◆ **SUPPLIED MATERIAL**
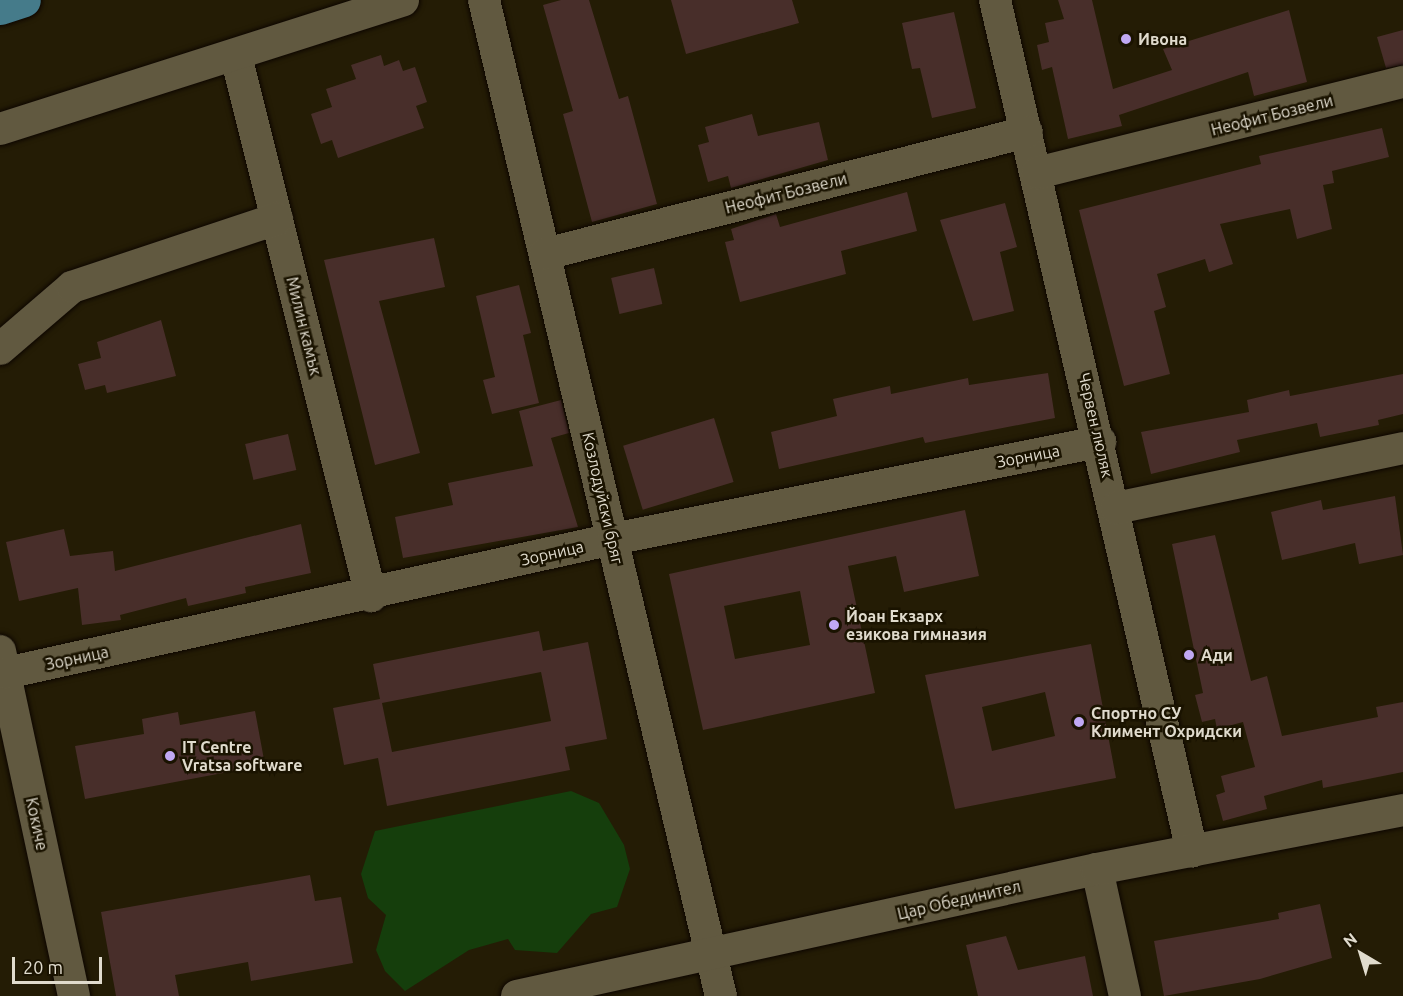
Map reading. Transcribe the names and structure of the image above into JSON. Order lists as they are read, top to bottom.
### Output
{
  "streets": {
    "street": [
      "Неофит Бозвели",
      "Милин камък",
      "Червен люляк",
      "Зорница",
      "Козлодуйски бряг",
      "Кокиче",
      "Цар Обединител"
    ]
  },
  "crossings": [
    ["Неофит Бозвели", "Червен люляк"],
    ["Неофит Бозвели", "Козлодуйски бряг"],
    ["Милин камък", "Зорница"],
    ["Червен люляк", "Зорница"],
    ["Червен люляк", "Цар Обединител"],
    ["Зорница", "Козлодуйски бряг"],
    ["Зорница", "Кокиче"],
    ["Козлодуйски бряг", "Цар Обединител"]
  ],
  "places": [
    "Ивона",
    "Йоан Екзарх езикова гимназия",
    "Ади",
    "Спортно СУ Климент Охридски",
    "IT Centre Vratsa software"
  ],
  "scale_bar": "20 m",
  "north": "top left"
}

◆ **WHAT YOU WILL DO**
Omit the pictures and reproduce the records above exactly.

◆ **THE ANSWER**
Map reading. Transcribe the names and structure of the image above into JSON. Order lists as they are read, top to bottom.
### Output
{
  "streets": {
    "street": [
      "Неофит Бозвели",
      "Милин камък",
      "Червен люляк",
      "Зорница",
      "Козлодуйски бряг",
      "Кокиче",
      "Цар Обединител"
    ]
  },
  "crossings": [
    ["Неофит Бозвели", "Червен люляк"],
    ["Неофит Бозвели", "Козлодуйски бряг"],
    ["Милин камък", "Зорница"],
    ["Червен люляк", "Зорница"],
    ["Червен люляк", "Цар Обединител"],
    ["Зорница", "Козлодуйски бряг"],
    ["Зорница", "Кокиче"],
    ["Козлодуйски бряг", "Цар Обединител"]
  ],
  "places": [
    "Ивона",
    "Йоан Екзарх езикова гимназия",
    "Ади",
    "Спортно СУ Климент Охридски",
    "IT Centre Vratsa software"
  ],
  "scale_bar": "20 m",
  "north": "top left"
}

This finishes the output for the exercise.